Wednesday, November 19, 2008
The Gettysburg Address
November 19, 1863
On June 1, 1865, Senator Charles Sumner commented on what is now considered the most famous speech by President Abraham Lincoln. In his eulogy on the slain president, he called it a "monumental act." He said Lincoln was mistaken that "the world will little note, nor long remember what we say here." Rather, the Bostonian remarked, "The world noted at once what he said, and will never cease to remember it. The battle itself was less important than the speech."

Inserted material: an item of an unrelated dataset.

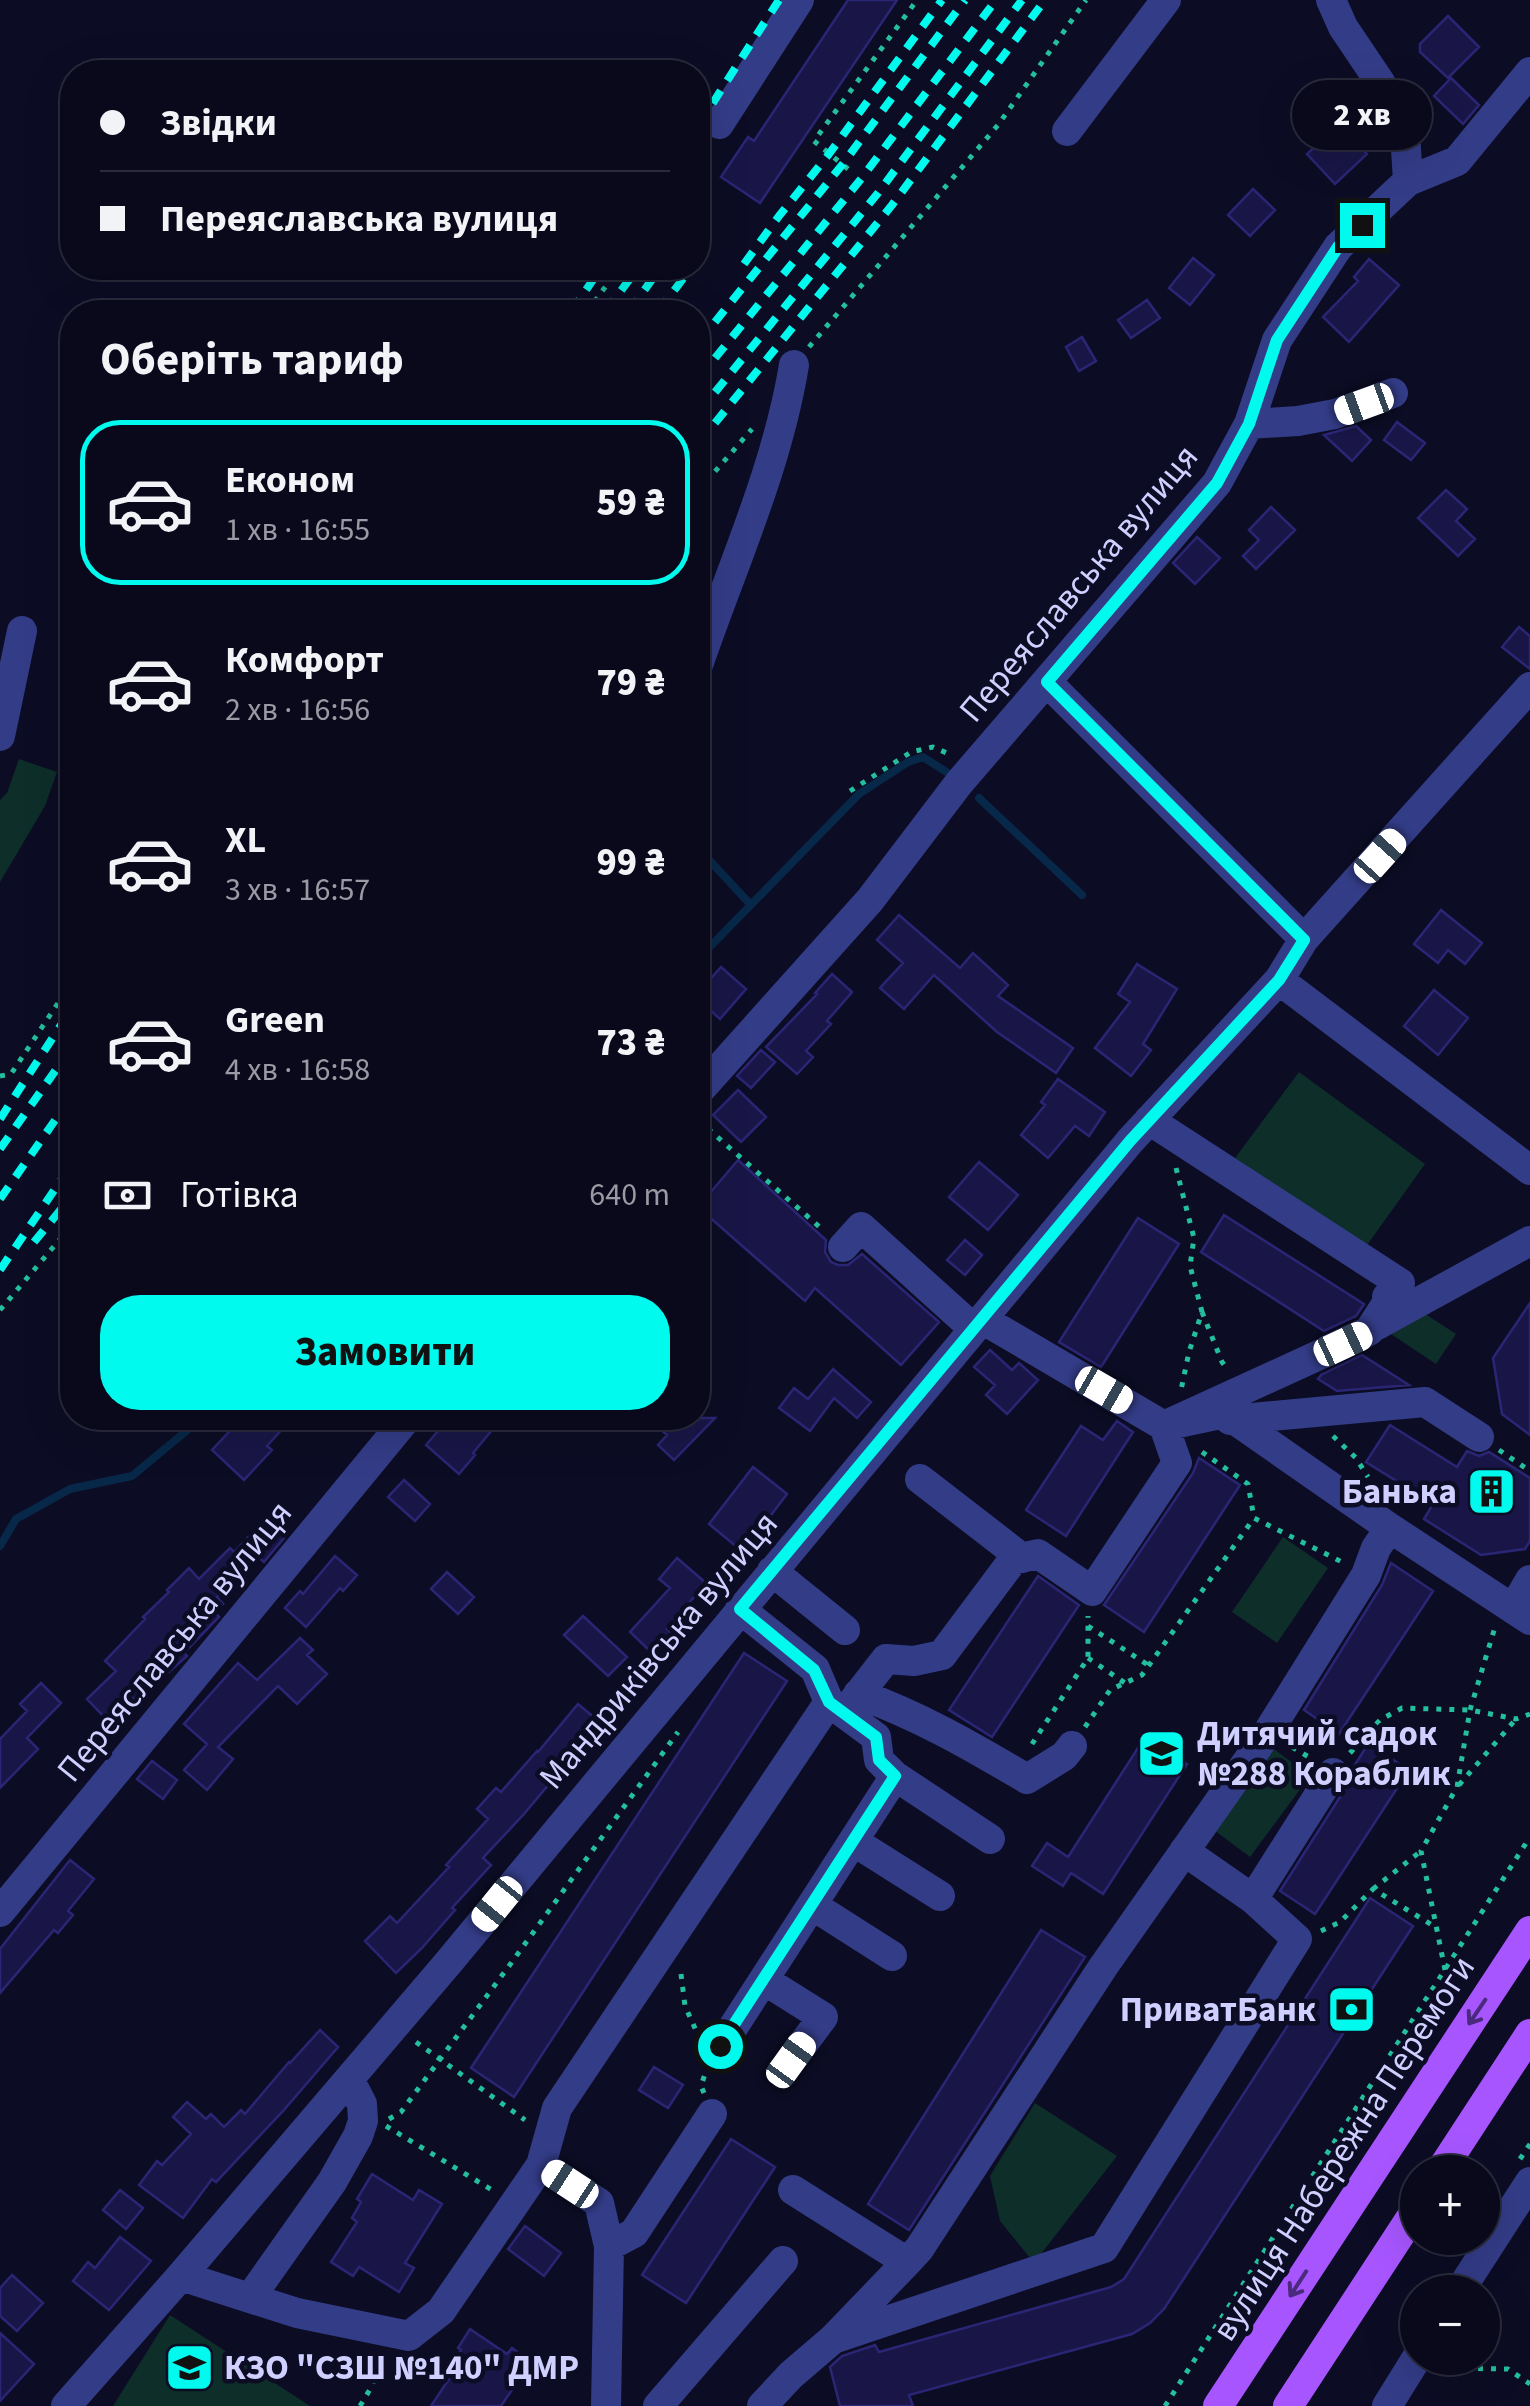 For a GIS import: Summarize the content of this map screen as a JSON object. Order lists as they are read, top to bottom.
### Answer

MUNRO: I don't agree at all with Sunmer that the battle itself was less important than the speech; the speech was great because it acknowledged the greatness of the actions of the MEN such as Col Chamberlain who put their lives on the line for the survival and success of liberty. Lincoln told the truth: His words were a small thing compared to the great thing of the courage and sacrifice of the troops. But he helped immortalize Gettysburg and he gave one of the best short definitions of democracy ever: a government OF the people, BY the people and FOR the people.
Four score and seven years ago our fathers brought forth on this continent, a new nation, conceived in Liberty, and dedicated to the proposition that all men are created equal.
Now we are engaged in a great civil war, testing whether that nation, or any nation so conceived and so dedicated, can long endure. We are met on a great battle-field of that war. We have come to dedicate a portion of that field, as a final resting place for those who here gave their lives that that nation might live. It is altogether fitting and proper that we should do this.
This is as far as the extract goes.